Pria Ini Menambal Kepala Somplaknya Pakai Lemak

by
February 29th, 2012 at 3:19 am

Lemak diperut ternyata tidak hanya bisa membuat seseorang terlihat gemuk sehingga harus berdiet. Tapi, ternyata lemak diperut juga bisa digunakan untuk menambal bagian kepala yang penyok. Tidak percaya?

Seorang pria bernama Tim Barter mengalami penyok besar di kepala bagian kanan setelah mengalami kecelakaan. Tapi kini kepalanya bisa kembali normal setelah tim dokter berhasil “menambalnya” menggunakan lemak perut pria tersebut.
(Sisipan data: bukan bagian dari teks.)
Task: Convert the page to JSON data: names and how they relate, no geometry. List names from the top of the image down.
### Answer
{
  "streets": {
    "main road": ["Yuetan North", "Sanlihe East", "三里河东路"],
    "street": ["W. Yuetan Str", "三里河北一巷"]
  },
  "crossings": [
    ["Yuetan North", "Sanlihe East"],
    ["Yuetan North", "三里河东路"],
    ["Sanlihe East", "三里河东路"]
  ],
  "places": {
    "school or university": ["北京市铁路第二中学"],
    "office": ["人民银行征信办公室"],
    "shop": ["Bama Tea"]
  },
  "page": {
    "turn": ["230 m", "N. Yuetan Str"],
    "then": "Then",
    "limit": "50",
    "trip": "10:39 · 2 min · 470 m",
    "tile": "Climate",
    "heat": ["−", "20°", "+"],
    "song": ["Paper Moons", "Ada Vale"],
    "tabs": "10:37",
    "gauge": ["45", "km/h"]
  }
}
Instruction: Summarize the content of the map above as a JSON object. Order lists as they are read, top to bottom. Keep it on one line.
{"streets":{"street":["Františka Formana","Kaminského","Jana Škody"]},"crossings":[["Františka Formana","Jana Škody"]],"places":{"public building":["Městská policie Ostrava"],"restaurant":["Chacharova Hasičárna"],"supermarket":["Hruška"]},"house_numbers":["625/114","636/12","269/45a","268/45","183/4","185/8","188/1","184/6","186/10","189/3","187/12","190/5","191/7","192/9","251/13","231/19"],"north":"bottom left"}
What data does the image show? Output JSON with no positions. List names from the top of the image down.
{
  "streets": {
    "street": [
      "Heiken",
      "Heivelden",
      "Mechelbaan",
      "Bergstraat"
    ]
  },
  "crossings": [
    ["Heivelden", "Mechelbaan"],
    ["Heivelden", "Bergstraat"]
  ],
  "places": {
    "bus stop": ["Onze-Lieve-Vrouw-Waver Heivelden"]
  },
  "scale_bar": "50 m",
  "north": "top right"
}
Barter yang berasal dari Brixton, south London, menjalani prosedur perintis yang pertama kali dilakukan di Inggris. Prosedur ini dilakukan untuk merencanakan pembentukan kembali kepalanya dengan menggunakan lemak diperut dan pelat titanium.

Sebelumnya, Barter yang bekerja sebagai supervisor efek visual mengalami kecelakaan hebat saat jatuh dari pipa pembuangan dengan ketinggian 25 kaki. Kepalanya terbentur dinding bata yang membuat tengkorak, tulang pipi dan soket matanya hancur.

Kecelakaan itu terjadi saat ia mencoba memanjat rumahnya sendiri setelah terkunci di luar rumah. Naasnya, ia malah terjatuh dan membuatnya koma selama 10 hari. Tim dokter terpaksa harus mengangkat sebagian dari tengkorak kanan kepala untuk meredakan pembekakan dan pendarahan pada otaknya.

Menggunakan teknologi komputer, tim dokter kemudian membentuk sebuah desain pelat titanium untuk memperbaiki tengkorak Barter. Titanium yang sudah didesain dimasukkan melalui pipinya untuk meminimalkan jaringan parut.

Dokter kemudian menyuntikkan lemak dari perut ke dahinya untuk menyelesaikan proses pembentukan kembali. Setelah proses tersebut dilakukan kepala Barter kembali kebentuk normal.

Namun, ia kini telah sembuh total setelah pengobatan perintis yang dilakukan oleh Robert Bentley, ahli bedah cranio-oral dan rahang atas dari London’s King’s College Hospital. Bahkan Barter kini sudah bisa beraktivitas dengan normal dan panjat tebing.

“Hidup saya berhenti untuk beberapa bulan. Saya tidak bisa bekerja dan memiliki penglihatan ganda. Saya takut kehilangan penglihatan dan tidak akan pernah kembali normal,” ujar Tim Barter, seperti dilansir Telegraph, Rabu (29/2/2012).